======== Provided data ========

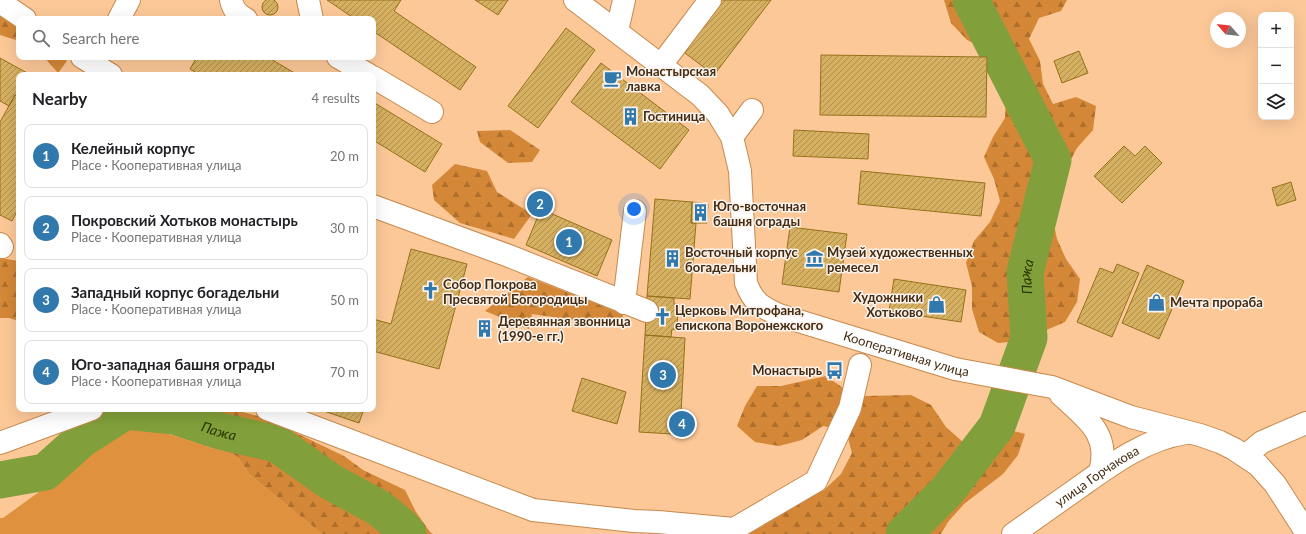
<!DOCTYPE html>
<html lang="en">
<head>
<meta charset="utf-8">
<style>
	:root { --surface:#fff; --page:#f2f2f2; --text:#202124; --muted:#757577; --line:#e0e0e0; --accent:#3178ad }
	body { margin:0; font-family:Lato,sans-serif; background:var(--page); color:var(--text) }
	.controls { position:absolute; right:12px; top:12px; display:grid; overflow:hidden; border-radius:8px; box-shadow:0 4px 16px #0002 }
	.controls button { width:36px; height:36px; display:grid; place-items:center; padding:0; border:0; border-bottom:1px solid var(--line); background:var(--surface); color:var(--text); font:20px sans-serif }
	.compass { position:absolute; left:1210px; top:12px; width:36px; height:36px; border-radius:50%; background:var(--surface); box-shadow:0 4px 16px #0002; rotate:297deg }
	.you { position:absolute; left:634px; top:209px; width:14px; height:14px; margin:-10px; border:3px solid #fff; border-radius:50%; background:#1a73e8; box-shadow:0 0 0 6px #1a73e833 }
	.badge { display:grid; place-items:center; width:26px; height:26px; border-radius:50%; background:var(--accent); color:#fff; font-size:13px; font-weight:700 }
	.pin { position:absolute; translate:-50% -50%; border:2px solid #fff; box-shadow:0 1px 4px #0006 }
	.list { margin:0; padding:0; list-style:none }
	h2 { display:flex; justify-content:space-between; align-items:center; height:52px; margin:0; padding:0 16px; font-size:17px }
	h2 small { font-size:13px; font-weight:400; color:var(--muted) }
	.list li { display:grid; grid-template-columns:26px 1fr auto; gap:12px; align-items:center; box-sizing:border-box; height:64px; margin:0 8px 8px; padding:0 8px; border:1px solid var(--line); border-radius:8px }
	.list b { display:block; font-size:15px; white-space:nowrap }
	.list p { margin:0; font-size:13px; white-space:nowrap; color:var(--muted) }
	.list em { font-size:13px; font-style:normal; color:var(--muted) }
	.icon { flex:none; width:22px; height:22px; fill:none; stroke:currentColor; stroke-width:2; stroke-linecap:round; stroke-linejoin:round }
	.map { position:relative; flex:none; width:1306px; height:534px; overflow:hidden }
	.search { position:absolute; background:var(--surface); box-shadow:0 4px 16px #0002; left:16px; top:16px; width:360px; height:44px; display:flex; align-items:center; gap:10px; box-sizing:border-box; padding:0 14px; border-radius:8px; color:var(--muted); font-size:15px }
	.panel { position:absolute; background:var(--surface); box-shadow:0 4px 16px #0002; left:16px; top:72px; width:360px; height:340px; border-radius:8px }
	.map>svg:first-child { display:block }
	.grass { fill:#df913e }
	.forest { fill:url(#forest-firs) }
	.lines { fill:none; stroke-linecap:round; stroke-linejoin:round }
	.river { stroke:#819f3a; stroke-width:37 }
	.building { fill:url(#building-hatch); stroke:#96711b }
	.minor-casing { stroke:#c7894d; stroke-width:24 }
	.major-casing { stroke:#c7894d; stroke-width:24 }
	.minor { stroke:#fff; stroke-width:22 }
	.major { stroke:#fff; stroke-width:22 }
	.labels { text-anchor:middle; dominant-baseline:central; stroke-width:3; stroke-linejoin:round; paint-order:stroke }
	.poi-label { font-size:13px; font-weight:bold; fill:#442b11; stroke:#faf3ed; text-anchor:start }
	.street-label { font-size:13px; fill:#442b11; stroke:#faf3ed }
	.water-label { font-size:14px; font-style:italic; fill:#293700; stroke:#faf3ed }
</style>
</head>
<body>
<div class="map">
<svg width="1306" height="534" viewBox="0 0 1306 534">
	<defs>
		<pattern id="forest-firs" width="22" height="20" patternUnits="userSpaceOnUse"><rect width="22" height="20" fill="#d48837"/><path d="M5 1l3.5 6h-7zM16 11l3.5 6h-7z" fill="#ae6f2d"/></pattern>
		<pattern id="building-hatch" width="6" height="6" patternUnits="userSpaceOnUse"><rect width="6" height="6" fill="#d6b061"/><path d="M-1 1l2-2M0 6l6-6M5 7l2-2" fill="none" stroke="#af8f4f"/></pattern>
	</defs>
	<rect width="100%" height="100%" fill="#fcc898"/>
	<!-- grass -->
	<path class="grass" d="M134,423L237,456L250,475L322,534H0V518H3Z"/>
	<!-- forest -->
	<path class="forest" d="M944,0H1067L1061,11L1039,18L1029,39L1040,61L1043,84L1053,104L1076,97L1096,106L1093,130L1077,148L1053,193L1052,216L1057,239L1066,259L1080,279L1077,302L1065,322L1021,341L998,343L979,332L972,309V286L966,263L974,241L990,222L1000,201L994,179L984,157L993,137L1005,118L1006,93L1002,71L989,51L967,40L951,23Z
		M0,13L19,26V41L0,35Z
		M44,57H62L67,61L58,73Z
		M510,130L540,150L532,162L508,163L480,142L477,131Z
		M455,164L487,171L497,192L532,214L514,239L460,223L434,200L432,185Z
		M0,258L19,261V321L9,318H0Z
		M528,277L623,314L622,327L532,314L529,329L485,311Z
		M826,376L843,388L865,396L911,395L931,405L946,427L964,443L1010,430L1025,434L1018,455L1003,474L964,504L948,522L941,534H741L761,527L798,502L824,490L841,474L852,453L846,431L823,426L802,440L779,446L755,442L737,426L745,406L757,386H781Z
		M183,409H231L265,418L344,456L363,470L405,490L416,512L430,532L433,534H322L250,475L237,456L172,435L177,412Z"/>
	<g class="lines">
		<!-- river -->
		<g class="river">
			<path id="s1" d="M0,480L45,472L82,439L126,411L174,416L220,431L277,444L331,482L379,508L401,526L408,534"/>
			<path id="s2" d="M904,534L947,491L997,426L1029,338L1025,272L1053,160L971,0"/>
		</g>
	</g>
	<!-- building -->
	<path class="building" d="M262 7a8 8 0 1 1 16 0a8 8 0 1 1-16 0Z
		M327,0H401L394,11L476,67L460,90L373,31V19H355Z
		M475,0H508L498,15Z
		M719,0H771L714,75L681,50Z
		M566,28L595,50L538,128L508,106Z
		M1079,51L1088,73L1062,83L1054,61Z
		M821,55L987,57L986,117L820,115Z
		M197,57H270L269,58L298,75H200L190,69Z
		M0,58L29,74L19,75V97L15,95L9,106L0,101Z
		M601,63L689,130L660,169L571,102Z
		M15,95L19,97V208L12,221L0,215V122Z
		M373,102L442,144L425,172L373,140Z
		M794,130L869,134L868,159L793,156Z
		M1124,146L1135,156L1145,146L1162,163L1122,203L1094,176Z
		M861,171L985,183L981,216L858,204Z
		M1291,182L1296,200L1277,206L1272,188Z
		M655,199L692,202L691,223H696L690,299L647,296Z
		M692,202L708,204L707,223H691Z
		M541,209L612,240L597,276L526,245Z
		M790,227L847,234L839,292L782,284Z
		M411,249L467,264L439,369L373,351V319L391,324Z
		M1117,264L1139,273L1112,337L1077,322L1100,268L1113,273Z
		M1147,265L1184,281L1159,339L1122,323Z
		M894,279L966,290L961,322L889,311Z
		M647,296L674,298V304H678L677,330L672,329L671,337L645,335Z
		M488,321L492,330L482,335L478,325Z
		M645,335L685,338L681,413H673L672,434L639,432Z
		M582,378L626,392L617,424L572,411Z
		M318,409H364L359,423Z
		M673,413L691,414L690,435L672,434Z"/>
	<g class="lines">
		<defs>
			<path id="minor" d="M231,0C233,9 237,15 246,19
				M308,0L312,19
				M0,2L25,19
				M119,19L129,0
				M617,31L624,0
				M82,57L111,75
				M338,57L369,75
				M661,65L710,0
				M373,77L432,112
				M732,137L752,110
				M373,206L509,256L647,311
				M0,244L2,247
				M624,303L635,211
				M267,409L533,510L634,521L658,522L734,529L816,481L850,408L860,365
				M0,443L92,409
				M1245,456L1262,442L1306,423"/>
			<g id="major">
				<path id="s3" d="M575,0L700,95L718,114L732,137L740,171L746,283C753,302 761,307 779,315L955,369L1052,387L1131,417L1200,435L1220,442L1234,449L1258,465L1275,484L1306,532"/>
				<path d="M1061,395C1086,418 1111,434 1100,472"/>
				<path id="s4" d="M1013,534C1036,518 1058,502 1081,486C1113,463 1146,439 1186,433"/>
			</g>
		</defs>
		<!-- minor casing -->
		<use href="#minor" class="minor-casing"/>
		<!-- major casing -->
		<use href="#major" class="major-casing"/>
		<!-- minor -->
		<use href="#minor" class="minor"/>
		<!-- major -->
		<use href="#major" class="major"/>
	</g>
	<!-- icons -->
	<defs>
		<symbol id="cafe-bare" viewBox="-9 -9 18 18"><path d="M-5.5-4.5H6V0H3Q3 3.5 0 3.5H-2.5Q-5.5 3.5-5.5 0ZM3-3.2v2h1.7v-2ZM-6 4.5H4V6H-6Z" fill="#3178ad" stroke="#faf3ed" stroke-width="2.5" paint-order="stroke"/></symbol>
		<symbol id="building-bare" viewBox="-9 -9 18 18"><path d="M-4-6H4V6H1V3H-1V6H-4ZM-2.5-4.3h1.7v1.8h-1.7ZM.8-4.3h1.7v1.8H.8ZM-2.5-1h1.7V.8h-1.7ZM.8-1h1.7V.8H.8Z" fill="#3178ad" stroke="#faf3ed" stroke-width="2.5" paint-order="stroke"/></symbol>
		<symbol id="museum-bare" viewBox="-9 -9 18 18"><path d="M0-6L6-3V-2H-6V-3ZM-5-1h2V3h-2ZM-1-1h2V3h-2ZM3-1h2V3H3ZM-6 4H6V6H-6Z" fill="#3178ad" stroke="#faf3ed" stroke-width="2.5" paint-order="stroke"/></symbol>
		<symbol id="church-bare" viewBox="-9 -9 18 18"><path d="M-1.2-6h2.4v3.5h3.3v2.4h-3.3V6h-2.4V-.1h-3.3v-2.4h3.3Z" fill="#3178ad" stroke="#faf3ed" stroke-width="2.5" paint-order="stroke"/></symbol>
		<symbol id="shop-bare" viewBox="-9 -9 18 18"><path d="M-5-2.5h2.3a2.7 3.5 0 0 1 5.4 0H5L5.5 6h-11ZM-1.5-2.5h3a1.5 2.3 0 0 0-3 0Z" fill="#3178ad" stroke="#faf3ed" stroke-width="2.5" paint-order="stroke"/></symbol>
		<symbol id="bus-bare" viewBox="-9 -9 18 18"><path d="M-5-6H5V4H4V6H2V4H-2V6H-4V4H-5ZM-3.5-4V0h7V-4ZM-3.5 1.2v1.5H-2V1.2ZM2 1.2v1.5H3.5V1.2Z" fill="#3178ad" stroke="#faf3ed" stroke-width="2.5" paint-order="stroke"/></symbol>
	</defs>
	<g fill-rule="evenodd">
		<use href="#cafe-bare" x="600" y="66" width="25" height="25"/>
		<use href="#building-bare" x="618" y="104" width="25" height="25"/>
		<use href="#building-bare" x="688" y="200" width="25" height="25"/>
		<use href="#building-bare" x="660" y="246" width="25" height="25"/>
		<use href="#museum-bare" x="802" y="246" width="25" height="25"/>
		<use href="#church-bare" x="418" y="278" width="25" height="25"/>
		<use href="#shop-bare" x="1144" y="290" width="25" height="25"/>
		<use href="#shop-bare" x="924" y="292" width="25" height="25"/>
		<use href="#church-bare" x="650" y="304" width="25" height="25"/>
		<use href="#building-bare" x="472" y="316" width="25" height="25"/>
		<use href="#bus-bare" x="822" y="358" width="25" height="25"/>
	</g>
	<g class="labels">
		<!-- poi labels -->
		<g class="poi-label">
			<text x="626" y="71">Монастырская<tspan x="626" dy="15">лавка</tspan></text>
			<text x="643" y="116">Гостиница</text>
			<text x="713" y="206">Юго-восточная<tspan x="713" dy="15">башня ограды</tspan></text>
			<text x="685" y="252">Восточный корпус<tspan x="685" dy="15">богадельни</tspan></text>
			<text x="827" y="252">Музей художественных<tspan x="827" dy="15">ремесел</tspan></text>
			<text x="443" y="284">Собор Покрова<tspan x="443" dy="15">Пресвятой Богородицы</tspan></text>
			<text x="923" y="297" text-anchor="end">Художники<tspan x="923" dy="15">Хотьково</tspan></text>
			<text x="1170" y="302">Мечта прораба</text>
			<text x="675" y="310">Церковь Митрофана,<tspan x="675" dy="15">епископа Воронежского</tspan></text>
			<text x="498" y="321">Деревянная звонница<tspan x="498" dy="15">(1990-е гг.)</tspan></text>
			<text x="822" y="370" text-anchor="end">Монастырь</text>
		</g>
		<!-- street labels -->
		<g class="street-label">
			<text stroke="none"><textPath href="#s3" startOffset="538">Кооперативная улица</textPath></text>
			<text stroke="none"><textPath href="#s4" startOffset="102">улица Горчакова</textPath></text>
		</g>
		<!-- water labels -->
		<g class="water-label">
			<text stroke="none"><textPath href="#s2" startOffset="298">Пажа</textPath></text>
			<text stroke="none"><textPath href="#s1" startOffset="243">Пажа</textPath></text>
		</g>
	</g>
</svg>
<div class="controls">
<button>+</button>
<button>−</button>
<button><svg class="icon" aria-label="layers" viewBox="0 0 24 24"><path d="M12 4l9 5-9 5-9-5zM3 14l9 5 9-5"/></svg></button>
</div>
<svg class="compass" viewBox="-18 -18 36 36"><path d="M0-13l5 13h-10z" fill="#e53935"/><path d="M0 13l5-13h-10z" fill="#757577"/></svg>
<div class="you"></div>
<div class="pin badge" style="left:569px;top:242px">1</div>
<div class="pin badge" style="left:540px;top:204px">2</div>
<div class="pin badge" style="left:663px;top:375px">3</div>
<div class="pin badge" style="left:682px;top:424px">4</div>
<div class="search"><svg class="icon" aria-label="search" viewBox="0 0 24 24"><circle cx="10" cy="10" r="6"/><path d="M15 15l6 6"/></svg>Search here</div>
<section class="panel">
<h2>Nearby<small>4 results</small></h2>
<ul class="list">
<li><span class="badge">1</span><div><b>Келейный корпус</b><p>Place · Кооперативная улица</p></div><em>20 m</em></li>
<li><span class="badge">2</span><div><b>Покровский Хотьков монастырь</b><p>Place · Кооперативная улица</p></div><em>30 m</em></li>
<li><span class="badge">3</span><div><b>Западный корпус богадельни</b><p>Place · Кооперативная улица</p></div><em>50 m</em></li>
<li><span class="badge">4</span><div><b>Юго-западная башня ограды</b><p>Place · Кооперативная улица</p></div><em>70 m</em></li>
</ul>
</section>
</div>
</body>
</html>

========

## Work order
Keep the pictures out and repeat exactly the lines from the beginning of the data through the line that contains "margin:0; font-family:Lato,sans-serif; background:var(--page);", both ends included.

## Answer
<!DOCTYPE html>
<html lang="en">
<head>
<meta charset="utf-8">
<style>
	:root { --surface:#fff; --page:#f2f2f2; --text:#202124; --muted:#757577; --line:#e0e0e0; --accent:#3178ad }
	body { margin:0; font-family:Lato,sans-serif; background:var(--page); color:var(--text) }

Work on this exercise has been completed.